Enrica Calabrese was born into a cultivated Jewish family and had her life turned upside down by the racial politics of the fascist regime and the Second World War

The story of Enrica Calabrese doesn’t begin here in Tuscany, but rather in Ferrara, like Bassani’s famous novel ‘The garden of the Finzi Contini’. Her story ends tragically in January 1944 in the Santa Verdiana prison in Florence. When she was very young, Enrica moved to Florence to study the natural sciences. It was here that she met and fell head over heels in love with Giovanni who sadly died on the peak of the Alps in 1916. Enrica took his death very hard and she quickly made the decision to become a Red Cross volunteer. She was soon sent to the front where she experienced the full horrors of war. When she came back to Florence, she spent a great deal of time at the university and the Specola laboratory, until 1933 when she became a teacher. She was never a member of the fascist party and was probably exasperated by the new political regime. She taught in several school in Florence and Pisa, such as the Liceo Galileo in Florence where she taught the future astrophysicist, Margherita Hack.

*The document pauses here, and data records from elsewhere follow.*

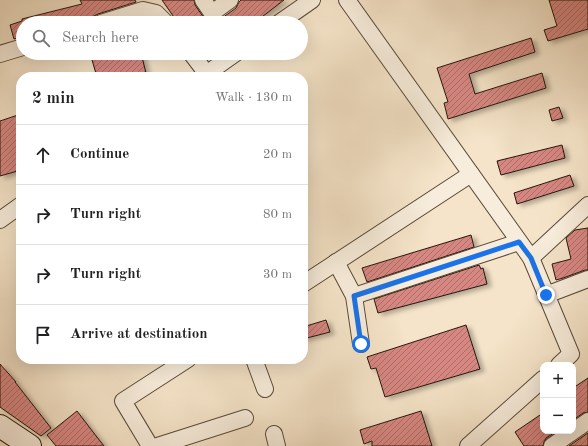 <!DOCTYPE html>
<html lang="en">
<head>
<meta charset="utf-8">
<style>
  body { margin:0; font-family:"Old Standard TT",serif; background:#f2f2f2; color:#222 }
  .controls { position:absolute; right:12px; bottom:12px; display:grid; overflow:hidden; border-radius:8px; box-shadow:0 4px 16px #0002 }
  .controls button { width:36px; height:36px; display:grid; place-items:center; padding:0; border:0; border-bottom:1px solid #e0e0e0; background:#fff; color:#222; font:20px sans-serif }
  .stop { position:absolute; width:12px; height:12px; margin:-9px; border:3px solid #1a73e8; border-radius:50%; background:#fff }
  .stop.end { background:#1a73e8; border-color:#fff; box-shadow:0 1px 4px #0008 }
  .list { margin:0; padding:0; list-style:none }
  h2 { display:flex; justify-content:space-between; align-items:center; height:52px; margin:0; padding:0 16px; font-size:17px }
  h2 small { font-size:13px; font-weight:400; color:#767676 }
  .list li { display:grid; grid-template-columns:26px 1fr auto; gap:12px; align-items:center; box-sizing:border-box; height:60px; padding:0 16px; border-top:1px solid #e0e0e0 }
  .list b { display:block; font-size:15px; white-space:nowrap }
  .list em { font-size:13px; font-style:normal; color:#767676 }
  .icon { flex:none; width:22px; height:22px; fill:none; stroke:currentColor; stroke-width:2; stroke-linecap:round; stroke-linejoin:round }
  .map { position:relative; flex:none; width:588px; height:446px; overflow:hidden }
  .search { position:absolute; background:#fff; box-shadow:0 4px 16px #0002; left:16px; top:16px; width:292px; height:44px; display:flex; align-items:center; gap:10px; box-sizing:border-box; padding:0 14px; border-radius:22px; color:#767676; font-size:15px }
  .panel { position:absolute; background:#fff; box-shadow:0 4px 16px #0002; left:16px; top:72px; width:292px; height:292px; border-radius:16px }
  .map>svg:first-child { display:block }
  .building { fill:url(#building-hatch); stroke:#24160b; filter:url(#shadow) }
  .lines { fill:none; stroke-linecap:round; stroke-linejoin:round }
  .street-casing { stroke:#584a3a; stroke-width:18 }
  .secondary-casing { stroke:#24160b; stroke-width:24 }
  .street { stroke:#f8eddc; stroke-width:16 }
  .secondary { stroke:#f8eddc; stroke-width:22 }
  .route { stroke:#1a73e8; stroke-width:5 }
</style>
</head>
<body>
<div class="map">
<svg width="588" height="446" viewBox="0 0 588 446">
  <defs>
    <pattern id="building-hatch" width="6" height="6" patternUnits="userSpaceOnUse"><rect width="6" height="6" fill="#d78782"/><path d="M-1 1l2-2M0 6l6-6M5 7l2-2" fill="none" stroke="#ae6d69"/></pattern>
    <filter id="shadow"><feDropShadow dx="4.5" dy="2.5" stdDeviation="2" flood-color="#0004"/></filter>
  </defs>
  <rect width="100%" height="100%" fill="#f5e4c9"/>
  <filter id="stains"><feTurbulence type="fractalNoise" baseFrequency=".005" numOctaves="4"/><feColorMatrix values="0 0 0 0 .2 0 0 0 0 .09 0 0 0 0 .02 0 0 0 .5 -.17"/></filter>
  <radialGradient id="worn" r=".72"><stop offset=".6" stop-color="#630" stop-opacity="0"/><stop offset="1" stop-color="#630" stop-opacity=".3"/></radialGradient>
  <g class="building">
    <path d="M 80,0 L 135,0 L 136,2 L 98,14 L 94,16 L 82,21 L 73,23 L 23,23 L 23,36 L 14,39 L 10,25 L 22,21 L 22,19 L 82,4 Z"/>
    <path d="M 162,0 L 194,0 L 195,5 L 204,18 L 208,21 L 211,23 L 218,21 L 236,8 L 239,2 L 241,0 L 284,0 L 254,23 L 178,23 Z"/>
    <path d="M 549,0 L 588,0 L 588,29 L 548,41 L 544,30 L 557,26 Z"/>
    <path d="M 531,38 L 535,52 L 469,74 L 475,94 L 542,73 L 546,88 L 448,119 L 444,103 L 448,102 L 437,68 Z"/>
    <path d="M 90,53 L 141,53 L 147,77 L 97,77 Z"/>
    <path d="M 559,107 L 563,118 L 552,121 L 549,110 Z"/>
    <path d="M 21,114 L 21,170 L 0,176 L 0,121 Z"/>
    <path d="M 562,145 L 565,158 L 501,175 L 497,161 Z"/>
    <path d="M 570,175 L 574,186 L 517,204 L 514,193 Z"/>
    <path d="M 588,228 L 588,270 L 585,270 L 563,278 L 556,280 L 552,264 L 571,259 L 566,238 L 575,230 Z"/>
    <path d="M 471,235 L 474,247 L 367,282 L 362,268 Z"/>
    <path d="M 479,265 L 481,269 L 483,268 L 487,284 L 378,313 L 374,299 Z"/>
    <path d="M 326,320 L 330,332 L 303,339 L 303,327 Z"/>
    <path d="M 466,325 L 480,369 L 385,397 L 376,368 L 371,369 L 367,357 Z"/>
    <path d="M 0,364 L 16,382 L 15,382 L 51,428 L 41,436 L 0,407 Z"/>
    <path d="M 588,378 L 588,412 L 583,413 L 573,420 L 573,388 Z"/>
    <path d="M 77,411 L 93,432 L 104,446 L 56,446 L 47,435 Z"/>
    <path d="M 421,411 L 432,446 L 372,446 L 372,441 L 364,444 L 360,430 Z"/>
    <path d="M 543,413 L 543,431 L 557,431 L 546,438 L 544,442 L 543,446 L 524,446 L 515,432 Z"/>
    <path d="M 588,433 L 588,446 L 569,446 Z"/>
  </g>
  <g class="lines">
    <g class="street-casing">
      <g id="street">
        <path d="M 203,0 L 212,13 L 230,0"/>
        <path d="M 347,0 L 531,258 L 571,354 L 559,365"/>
        <path d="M 101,23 L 143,10 L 156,13 L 166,23"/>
        <path d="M 279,23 L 312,0"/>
        <path d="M 191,53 L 207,74"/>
        <path d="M 0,54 L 23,47"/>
        <path d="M 202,77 L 236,53"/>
        <path d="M 0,220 L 21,205"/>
        <path d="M 531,258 L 588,205"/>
        <path d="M 336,262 L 354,296 L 361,344"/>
        <path d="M 303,284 L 471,174"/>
        <path d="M 546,295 L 588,279"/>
        <path d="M 354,296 L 519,242"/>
        <path d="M 254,359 L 265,389"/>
        <path d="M 274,434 L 277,446"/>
        <path d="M 150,446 L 123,401 L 188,359"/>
        <path d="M 157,446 L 245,418"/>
        <path d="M 468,446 L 543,379"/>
        <path d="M 552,446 L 588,421"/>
      </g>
    </g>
    <g class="secondary-casing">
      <path id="secondary" d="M 0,426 L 30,446"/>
    </g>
    <use href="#street" class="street"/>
    <use href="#secondary" class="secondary"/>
  </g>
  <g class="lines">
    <path class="route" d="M 361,344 L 354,296 L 519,242 L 531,258 L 546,295"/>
  </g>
  <rect width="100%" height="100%" filter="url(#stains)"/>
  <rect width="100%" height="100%" fill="url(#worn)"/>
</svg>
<div class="controls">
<button>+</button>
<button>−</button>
</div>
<div class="stop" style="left:361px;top:344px"></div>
<div class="stop end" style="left:546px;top:295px"></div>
<div class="search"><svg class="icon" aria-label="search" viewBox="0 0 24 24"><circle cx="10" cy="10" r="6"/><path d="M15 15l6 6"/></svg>Search here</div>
<section class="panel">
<h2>2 min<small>Walk · 130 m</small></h2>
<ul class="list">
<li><svg class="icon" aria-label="ahead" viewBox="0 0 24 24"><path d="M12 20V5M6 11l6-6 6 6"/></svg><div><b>Continue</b></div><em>20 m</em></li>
<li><svg class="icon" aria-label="right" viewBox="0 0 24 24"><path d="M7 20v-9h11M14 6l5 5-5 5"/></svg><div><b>Turn right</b></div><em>80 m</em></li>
<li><svg class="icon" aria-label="right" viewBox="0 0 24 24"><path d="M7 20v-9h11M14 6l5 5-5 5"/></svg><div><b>Turn right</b></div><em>30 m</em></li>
<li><svg class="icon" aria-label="arrive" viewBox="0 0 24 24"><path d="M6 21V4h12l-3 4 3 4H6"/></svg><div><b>Arrive at destination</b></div></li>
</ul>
</section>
</div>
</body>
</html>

This illustrious ex-pupil vividly remembers Enrica as being an excellent teacher, despite being rather shy and reserved. Enrica was pushed out of the school where she was teaching in 1938 thanks to the racial laws. As she herself pointed out, she didn’t get any kind of support from her colleagues or superiors. She still had a passion for teaching though and went on to work at Jewish school in Via Farina, alongside several other teachers who had been sacked from Florentine schools. Unfortunately for Enrica, the worst was yet to come for the Jewish community in Florence. She went on living in her flat on Via del Proconsolo, as shy and reserved as always, until January 1944 when the authorities came and arrested her. She was taken to Santa Verdiana Prison and it was here that she decided to take her own life, rather than risk the terrible fate of being transported to a concentration camp – as had already happened to so many Florentine Jews.